DuQuesnoy/Violet - DuQuesnoy really does look superb and I suspect he'll be competing at the very top of MMA quite soon. It's hard to judge Violet's performance after being caught in that whirlwind.

Potential fights for DuQuesnoy:
Andy Craven
Jay Furness
Chris Horodecki ($$$)

Murrie/Edwards - Edwards looked great in this upset and made short work of Murrie, I'm interested in seeing who he's matched up against next.

Potential fights for Edwards:
Ryan Scope

McLeman/De Vent - Wasn't overly impressed with either man and both seemed to gas (especially McLeman) fairly early, McLeman, despite being the champion I wouldn't expect him to make a big jump in quality of opponent next.

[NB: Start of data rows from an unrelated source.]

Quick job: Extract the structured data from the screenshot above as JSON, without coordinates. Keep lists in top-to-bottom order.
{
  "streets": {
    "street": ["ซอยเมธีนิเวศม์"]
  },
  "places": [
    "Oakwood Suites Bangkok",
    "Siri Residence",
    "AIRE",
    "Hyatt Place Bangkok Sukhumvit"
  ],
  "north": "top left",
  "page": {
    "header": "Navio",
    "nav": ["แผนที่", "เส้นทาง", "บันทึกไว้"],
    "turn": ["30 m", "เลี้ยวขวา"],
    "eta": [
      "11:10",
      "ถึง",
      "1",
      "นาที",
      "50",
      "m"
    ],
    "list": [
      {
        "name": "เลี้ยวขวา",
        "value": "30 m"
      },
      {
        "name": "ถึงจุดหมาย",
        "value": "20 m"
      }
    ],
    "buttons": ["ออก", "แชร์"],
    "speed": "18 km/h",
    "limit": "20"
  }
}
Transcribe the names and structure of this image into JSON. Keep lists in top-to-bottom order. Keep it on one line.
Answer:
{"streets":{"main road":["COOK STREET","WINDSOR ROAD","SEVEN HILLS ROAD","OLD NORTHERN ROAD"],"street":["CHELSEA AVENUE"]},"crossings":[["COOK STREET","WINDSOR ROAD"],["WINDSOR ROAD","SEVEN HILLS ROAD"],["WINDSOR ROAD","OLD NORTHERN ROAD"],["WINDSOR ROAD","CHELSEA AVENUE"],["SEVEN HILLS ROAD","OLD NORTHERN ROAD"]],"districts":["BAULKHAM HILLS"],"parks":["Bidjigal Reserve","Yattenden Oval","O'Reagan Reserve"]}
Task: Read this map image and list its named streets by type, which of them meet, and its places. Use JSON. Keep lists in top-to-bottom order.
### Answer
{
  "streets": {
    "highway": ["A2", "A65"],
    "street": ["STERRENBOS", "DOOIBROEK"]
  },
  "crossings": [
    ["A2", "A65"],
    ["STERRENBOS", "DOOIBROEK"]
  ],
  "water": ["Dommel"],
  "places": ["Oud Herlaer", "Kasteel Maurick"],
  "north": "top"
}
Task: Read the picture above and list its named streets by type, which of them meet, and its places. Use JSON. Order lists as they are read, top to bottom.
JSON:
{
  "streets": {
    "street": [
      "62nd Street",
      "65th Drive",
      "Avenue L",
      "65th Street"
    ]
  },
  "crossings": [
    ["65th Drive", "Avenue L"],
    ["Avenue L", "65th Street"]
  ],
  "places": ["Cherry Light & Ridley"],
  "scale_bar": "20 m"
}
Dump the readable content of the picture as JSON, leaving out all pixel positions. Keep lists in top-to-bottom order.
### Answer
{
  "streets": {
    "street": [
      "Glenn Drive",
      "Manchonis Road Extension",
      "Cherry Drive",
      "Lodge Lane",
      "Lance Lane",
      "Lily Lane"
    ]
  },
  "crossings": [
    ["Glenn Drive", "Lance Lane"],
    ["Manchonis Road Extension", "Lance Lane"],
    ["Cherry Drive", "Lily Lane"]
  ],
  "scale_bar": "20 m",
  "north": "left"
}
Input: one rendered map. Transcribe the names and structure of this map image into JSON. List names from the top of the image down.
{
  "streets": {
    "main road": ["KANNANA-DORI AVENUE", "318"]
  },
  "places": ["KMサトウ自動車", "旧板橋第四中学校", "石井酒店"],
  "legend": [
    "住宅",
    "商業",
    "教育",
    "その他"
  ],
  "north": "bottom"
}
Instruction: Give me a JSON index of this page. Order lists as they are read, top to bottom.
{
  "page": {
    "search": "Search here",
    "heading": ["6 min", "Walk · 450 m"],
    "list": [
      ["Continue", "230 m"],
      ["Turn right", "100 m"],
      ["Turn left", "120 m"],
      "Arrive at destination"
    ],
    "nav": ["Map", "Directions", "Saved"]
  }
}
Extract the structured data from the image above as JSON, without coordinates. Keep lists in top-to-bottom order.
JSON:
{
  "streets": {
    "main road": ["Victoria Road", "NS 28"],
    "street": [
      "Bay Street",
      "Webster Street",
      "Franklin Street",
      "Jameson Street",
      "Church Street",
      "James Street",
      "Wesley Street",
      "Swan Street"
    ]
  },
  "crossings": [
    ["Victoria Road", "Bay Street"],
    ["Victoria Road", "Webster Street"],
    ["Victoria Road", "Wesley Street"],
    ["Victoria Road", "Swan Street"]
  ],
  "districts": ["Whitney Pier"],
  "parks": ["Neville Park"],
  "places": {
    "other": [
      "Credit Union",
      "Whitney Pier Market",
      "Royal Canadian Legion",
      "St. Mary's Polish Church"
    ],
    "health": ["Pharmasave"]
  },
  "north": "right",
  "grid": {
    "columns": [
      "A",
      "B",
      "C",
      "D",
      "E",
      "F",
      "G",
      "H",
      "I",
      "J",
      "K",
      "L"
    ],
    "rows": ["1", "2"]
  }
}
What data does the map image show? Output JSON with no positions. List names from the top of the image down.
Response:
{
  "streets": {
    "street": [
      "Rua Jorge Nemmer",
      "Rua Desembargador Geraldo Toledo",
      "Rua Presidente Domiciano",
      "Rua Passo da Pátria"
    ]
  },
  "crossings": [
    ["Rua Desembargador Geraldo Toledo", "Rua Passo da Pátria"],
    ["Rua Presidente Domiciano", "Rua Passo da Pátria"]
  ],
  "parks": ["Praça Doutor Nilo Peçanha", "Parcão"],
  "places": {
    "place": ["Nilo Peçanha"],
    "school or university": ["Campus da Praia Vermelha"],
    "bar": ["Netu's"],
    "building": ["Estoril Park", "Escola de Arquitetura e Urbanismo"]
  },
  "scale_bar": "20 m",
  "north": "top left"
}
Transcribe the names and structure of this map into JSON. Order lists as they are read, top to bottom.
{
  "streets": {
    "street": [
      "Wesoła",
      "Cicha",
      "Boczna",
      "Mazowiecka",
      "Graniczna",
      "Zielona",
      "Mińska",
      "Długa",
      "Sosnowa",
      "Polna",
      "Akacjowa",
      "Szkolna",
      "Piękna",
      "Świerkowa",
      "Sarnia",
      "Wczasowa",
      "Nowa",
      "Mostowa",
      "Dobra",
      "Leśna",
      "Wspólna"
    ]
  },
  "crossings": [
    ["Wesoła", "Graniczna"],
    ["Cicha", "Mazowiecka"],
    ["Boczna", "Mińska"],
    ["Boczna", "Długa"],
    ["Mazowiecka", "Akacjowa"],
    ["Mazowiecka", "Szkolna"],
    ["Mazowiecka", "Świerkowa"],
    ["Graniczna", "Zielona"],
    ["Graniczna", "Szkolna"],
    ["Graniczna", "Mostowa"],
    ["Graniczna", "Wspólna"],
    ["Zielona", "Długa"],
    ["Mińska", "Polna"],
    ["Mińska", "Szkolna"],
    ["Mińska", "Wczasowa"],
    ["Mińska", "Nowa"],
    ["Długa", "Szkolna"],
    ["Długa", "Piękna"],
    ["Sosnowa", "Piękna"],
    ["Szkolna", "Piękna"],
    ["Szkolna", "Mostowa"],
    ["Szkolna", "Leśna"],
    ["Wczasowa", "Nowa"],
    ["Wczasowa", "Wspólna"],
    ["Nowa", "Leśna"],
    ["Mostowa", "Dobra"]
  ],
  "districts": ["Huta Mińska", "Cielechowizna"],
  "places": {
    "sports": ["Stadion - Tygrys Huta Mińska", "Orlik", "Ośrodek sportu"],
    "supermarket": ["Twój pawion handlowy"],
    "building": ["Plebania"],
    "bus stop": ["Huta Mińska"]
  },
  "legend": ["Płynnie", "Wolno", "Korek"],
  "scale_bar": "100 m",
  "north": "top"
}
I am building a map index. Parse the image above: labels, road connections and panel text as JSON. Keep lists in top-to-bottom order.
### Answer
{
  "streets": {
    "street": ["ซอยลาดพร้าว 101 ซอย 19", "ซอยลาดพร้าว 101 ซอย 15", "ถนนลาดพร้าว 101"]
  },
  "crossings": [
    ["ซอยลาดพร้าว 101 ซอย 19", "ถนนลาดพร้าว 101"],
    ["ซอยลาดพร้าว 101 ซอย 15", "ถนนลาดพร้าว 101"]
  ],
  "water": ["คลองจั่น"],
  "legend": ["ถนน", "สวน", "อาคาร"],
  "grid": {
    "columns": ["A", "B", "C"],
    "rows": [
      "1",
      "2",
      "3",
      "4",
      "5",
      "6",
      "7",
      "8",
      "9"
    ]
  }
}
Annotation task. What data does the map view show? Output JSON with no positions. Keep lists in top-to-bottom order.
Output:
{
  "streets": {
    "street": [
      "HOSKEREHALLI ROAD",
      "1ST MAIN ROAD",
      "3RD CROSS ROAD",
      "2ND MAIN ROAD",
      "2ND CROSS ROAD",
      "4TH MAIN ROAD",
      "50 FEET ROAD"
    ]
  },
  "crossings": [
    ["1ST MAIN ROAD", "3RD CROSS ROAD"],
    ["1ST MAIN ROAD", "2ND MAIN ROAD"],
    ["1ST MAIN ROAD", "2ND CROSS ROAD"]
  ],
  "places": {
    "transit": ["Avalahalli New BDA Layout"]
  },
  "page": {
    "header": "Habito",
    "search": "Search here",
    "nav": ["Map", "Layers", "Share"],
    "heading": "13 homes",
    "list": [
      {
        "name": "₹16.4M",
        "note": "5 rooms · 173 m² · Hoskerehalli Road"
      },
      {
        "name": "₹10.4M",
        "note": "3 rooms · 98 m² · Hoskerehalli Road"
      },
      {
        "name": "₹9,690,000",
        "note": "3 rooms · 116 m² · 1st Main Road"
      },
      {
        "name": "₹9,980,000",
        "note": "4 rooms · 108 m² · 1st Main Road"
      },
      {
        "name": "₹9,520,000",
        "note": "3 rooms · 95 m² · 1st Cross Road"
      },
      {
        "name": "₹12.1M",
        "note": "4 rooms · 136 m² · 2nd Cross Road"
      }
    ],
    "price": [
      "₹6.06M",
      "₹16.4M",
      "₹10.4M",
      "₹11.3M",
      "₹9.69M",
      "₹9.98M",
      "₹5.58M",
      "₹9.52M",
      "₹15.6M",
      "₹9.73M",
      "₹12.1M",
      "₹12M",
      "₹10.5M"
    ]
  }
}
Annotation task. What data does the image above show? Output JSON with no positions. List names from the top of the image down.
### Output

Potential fights for McLeman:
Yannick Bahati
Ion Pascu

Scope/Arish - Both looked fairly tentative but Scope showed good durability again, looked like he wanted out after hurting his leg but managed to recover and win, wouldn't be against seeing Arish but excited to see how far Scope can go.

Potential fights for Scope:
Leon Edwards
Wayne Murrie
Alex Montagnani

Potential fights for Arish:
Wayne Murray
Alex Montagnani

Saadeh/Besharate - Saadeh was excellent again and I' expect his hype to continue after this performance, possible UFC call with another win or two.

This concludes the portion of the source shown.